(Data in this exercise):

= = = =

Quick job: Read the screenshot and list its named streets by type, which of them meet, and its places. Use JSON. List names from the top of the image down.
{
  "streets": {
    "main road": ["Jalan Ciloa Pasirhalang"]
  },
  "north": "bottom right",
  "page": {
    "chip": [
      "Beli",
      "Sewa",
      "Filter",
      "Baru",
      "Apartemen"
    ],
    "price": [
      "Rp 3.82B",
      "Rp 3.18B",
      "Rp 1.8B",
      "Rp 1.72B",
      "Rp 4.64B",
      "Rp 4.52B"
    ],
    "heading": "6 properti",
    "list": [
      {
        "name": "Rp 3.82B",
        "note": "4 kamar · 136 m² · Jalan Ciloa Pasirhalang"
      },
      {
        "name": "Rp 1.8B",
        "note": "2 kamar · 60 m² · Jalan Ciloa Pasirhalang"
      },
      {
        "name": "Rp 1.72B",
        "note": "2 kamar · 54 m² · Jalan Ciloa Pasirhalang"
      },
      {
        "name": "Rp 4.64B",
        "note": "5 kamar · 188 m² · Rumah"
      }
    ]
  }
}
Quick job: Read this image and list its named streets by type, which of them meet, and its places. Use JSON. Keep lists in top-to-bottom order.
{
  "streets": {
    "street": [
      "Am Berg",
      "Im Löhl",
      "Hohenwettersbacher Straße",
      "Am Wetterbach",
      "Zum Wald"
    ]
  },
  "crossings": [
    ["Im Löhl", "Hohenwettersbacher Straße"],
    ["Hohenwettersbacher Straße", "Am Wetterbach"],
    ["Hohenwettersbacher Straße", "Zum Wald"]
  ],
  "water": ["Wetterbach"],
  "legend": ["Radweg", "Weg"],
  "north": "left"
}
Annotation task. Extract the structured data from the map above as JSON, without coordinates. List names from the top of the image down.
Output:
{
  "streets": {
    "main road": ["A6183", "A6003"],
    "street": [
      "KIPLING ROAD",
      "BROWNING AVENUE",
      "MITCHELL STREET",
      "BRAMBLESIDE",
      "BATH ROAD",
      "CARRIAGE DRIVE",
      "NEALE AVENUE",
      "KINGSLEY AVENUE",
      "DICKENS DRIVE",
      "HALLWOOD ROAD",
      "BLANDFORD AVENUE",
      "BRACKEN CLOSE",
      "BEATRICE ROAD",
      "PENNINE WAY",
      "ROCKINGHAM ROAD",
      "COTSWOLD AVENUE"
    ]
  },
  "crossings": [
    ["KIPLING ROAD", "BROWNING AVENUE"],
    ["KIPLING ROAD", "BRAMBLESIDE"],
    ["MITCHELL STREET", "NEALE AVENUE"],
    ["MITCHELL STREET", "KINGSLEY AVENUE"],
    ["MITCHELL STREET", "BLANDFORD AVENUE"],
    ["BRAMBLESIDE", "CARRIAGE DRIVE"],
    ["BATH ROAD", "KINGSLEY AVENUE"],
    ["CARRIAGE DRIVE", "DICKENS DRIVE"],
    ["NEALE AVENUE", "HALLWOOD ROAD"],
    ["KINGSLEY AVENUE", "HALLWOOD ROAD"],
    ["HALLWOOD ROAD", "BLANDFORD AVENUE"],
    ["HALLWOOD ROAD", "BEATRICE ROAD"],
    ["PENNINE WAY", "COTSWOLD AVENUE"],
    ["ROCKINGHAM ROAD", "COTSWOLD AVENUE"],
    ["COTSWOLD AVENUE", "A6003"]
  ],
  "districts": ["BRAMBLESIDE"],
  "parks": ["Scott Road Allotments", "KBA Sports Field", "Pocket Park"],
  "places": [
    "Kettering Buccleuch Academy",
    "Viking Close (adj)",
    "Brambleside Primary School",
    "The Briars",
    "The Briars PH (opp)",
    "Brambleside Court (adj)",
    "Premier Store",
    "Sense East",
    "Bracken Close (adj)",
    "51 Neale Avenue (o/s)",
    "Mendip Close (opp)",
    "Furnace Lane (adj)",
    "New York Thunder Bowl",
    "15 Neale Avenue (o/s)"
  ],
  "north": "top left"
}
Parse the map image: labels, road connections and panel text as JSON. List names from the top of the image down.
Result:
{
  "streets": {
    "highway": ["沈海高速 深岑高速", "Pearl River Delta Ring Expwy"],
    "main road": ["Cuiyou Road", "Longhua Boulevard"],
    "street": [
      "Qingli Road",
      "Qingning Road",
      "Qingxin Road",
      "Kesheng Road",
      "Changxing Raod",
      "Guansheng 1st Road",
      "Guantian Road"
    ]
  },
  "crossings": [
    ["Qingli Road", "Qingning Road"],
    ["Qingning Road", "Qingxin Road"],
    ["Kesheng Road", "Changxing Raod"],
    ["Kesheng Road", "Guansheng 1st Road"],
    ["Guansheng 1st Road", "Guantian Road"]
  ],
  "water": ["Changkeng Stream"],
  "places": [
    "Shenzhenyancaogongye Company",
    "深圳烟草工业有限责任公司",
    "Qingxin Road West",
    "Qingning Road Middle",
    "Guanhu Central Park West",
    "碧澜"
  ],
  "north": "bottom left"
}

= = = =

(Task details): Please go through the data above and copy each line that has the word "Changxing".

(Output of the task):
      "Changxing Raod",
    ["Kesheng Road", "Changxing Raod"],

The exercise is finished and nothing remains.